2000 bronze sculpture in Szczecin, Poland

The Marshal Józef Piłsudski Memorial (Pomnik marszałka Józefa Piłsudskiego) is a bronze bust statue in Szczecin, Poland, placed at the Grey Ranks Square, at the corner of Polish Armed Forces Avenue and Greater Poland Street, within the Centre neighbourhood. It is dedicated to Józef Piłsudski, a 19th- and 20th-century military officer and statesman, who, served as the Chief of State and Marshal of Poland, and later was the de factor leader of the country, as the Minister of Military Affairs. It was designed by Bohdan Ronin-Walknowski and unveiled on 19 June 2000.

== History ==
The monument was proposed by the Józef Piłsudski Memorial Association, and sculptor Bohdan Ronin-Walknowski who designed it.
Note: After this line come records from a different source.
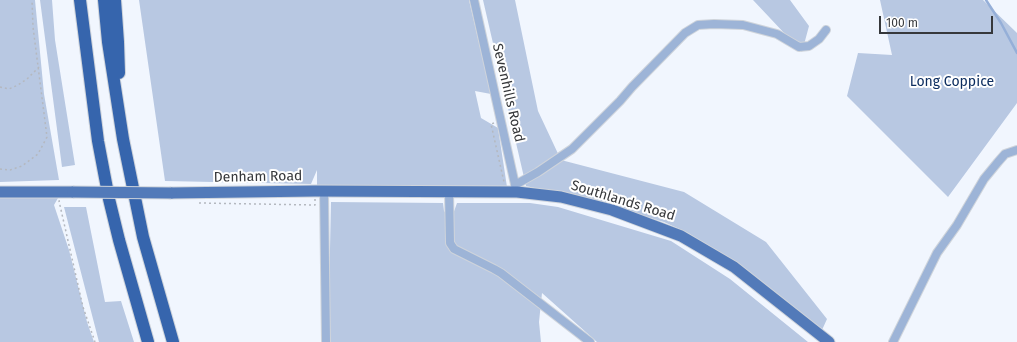 <!DOCTYPE html>
<style>
body{margin:0}
#map{position:relative;width:1017px;height:342px;overflow:hidden;background:#f1f6fe;font-family:"Fira Sans",sans-serif}
canvas{display:block}
.scale{position:absolute;left:879px;top:16px;width:114px;height:18px;box-sizing:border-box;border:2px solid #36383b;border-top:0;padding-left:5px;font-size:12px;line-height:14px;white-space:nowrap;color:#36383b;-webkit-text-stroke:3px #fff;paint-order:stroke}
</style>
<div id="map">
<canvas width="1017" height="342"></canvas>
<div class="scale">100 m</div>
</div>
<script>
const ctx = document.querySelector('canvas').getContext('2d');
ctx.lineJoin = 'round';
function fill(path, color) {
  ctx.fillStyle = color;
  ctx.fill(path, 'evenodd');
}
function poly(rows) {
  const path = new Path2D();
  for (const r of rows) {
    path.moveTo(r[0], r[1]);
    for (let i = 2; i < r.length; i += 2) path.lineTo(r[i], r[i + 1]);
  }
  return path;
}
function trace(path, color, width, dash) {
  ctx.strokeStyle = color;
  ctx.lineWidth = width;
  ctx.lineCap = dash ? 'butt' : 'round';
  ctx.setLineDash(dash || []);
  ctx.stroke(path);
}
function write(font, color, halo, rows, align = 'center') {
  ctx.font = font + ' "Fira Sans",sans-serif';
  ctx.lineWidth = 4;
  ctx.setLineDash([]);
  ctx.textBaseline = 'middle';
  ctx.strokeStyle = halo;
  ctx.fillStyle = color;
  for (const [text, x, y, turn = 0] of rows) {
    ctx.save();
    ctx.translate(x, y);
    ctx.rotate((+turn || 0) * Math.PI / 180);
    ctx.textAlign = isNaN(turn) ? turn : align;
    if (halo) ctx.strokeText(text, 0, 0);
    ctx.fillText(text, 0, 0);
    ctx.restore();
  }
}
fill(poly([
 [0,0,35,0,44,94,59,180,0,182],
 [40,0,52,0,55,40,75,165,62,167],
 [139,0,469,0,491,94,475,91,481,118,498,128,507,187,317,185,317,170,311,184,165,181],
 [483,0,515,0,538,111,561,160,684,192,766,242,827,319,822,330,744,268,688,233,664,222,606,205,526,186],
 [753,0,790,0,809,26,802,52],
 [880,0,983,0,1017,33,1017,103,948,197,847,96,858,53,892,55],
 [0,198,58,198,54,205,69,250,87,322,94,342,0,342],
 [331,202,443,203,444,211,451,220,457,203,530,203,558,207,671,241,730,279,808,342,597,342,542,293,539,322,541,342,328,342],
 [64,207,86,207,105,302,121,301,134,342,99,342]
]), '#b8c8e2');
trace(poly([
 [986,0,1001,23,1017,53]
]), '#95afd8', 2.5);
const minor = poly([
 [474,0,516,189],
 [515,185,538,172,572,149,620,101,632,87,685,33,698,25,714,24,743,25,777,34,799,47,809,46,819,39,826,30],
 [324,191,326,342],
 [449,192,450,243,454,249,494,269,501,273,590,342],
 [893,342,937,253,957,225,984,179,998,162,1005,154,1017,150]
]);
const major = poly([
 [0,192,73,192],
 [171,193,315,191,517,192,561,197,612,210,681,236,734,267,829,342]
]);
const highway = poly([
 [80,0,98,141,109,199,119,240,148,342],
 [104,0,108,42,123,139,143,237,173,342],
 [115,0,118,42,119,73]
]);
trace(minor, '#cfd4db', 10);
trace(major, '#cfd4db', 13);
trace(highway, '#cfd4db', 14);
trace(poly([
 [0,87,9,89,18,85,27,79,39,67],
 [494,123,491,124,504,182],
 [0,169,10,170,22,166,38,154,47,137,33,27,32,0],
 [60,201,59,201,83,307,95,342],
 [199,203,315,205,315,199]
]), '#b4b8bf', 1.5, [2, 3]);
trace(minor, '#9db4d7', 8);
trace(major, '#527ab9', 11);
trace(highway, '#3665ad', 12);
const majorBridge = poly([
 [73,192,171,193]
]);
trace(majorBridge, '#cfd4db', 13, []);
trace(majorBridge, '#527ab9', 11);
write('14px', '#0d2e60', '#fff', [
 ["Long Coppice",952,82]
]);
write('14px', '#36383b', '#fff', [
 ["Sevenhills Road",508,93,77],
 ["Denham Road",258,177,-1],
 ["Southlands Road",623,201,17]
]);
</script>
The bust was based on the photography of the sculpture depicting Piłsudki, made before the Second World War by Konstanty Laszczka. It was cast in bronze in November 1999, and unveiled at the Grey Ranks Square on 19 June 2000.

== Overview ==
The monument consists of a bronze bust of Józef Piłsudski, depicted wearing a military uniform and with large moustache, placed on a tall pedestal with square base, made from red granite. It features an inscription which reads "Józef Piłsudski 1867–1935". The monument has a height of 316 cm, with the bust measuring 96 cm. It weighs 350 kg.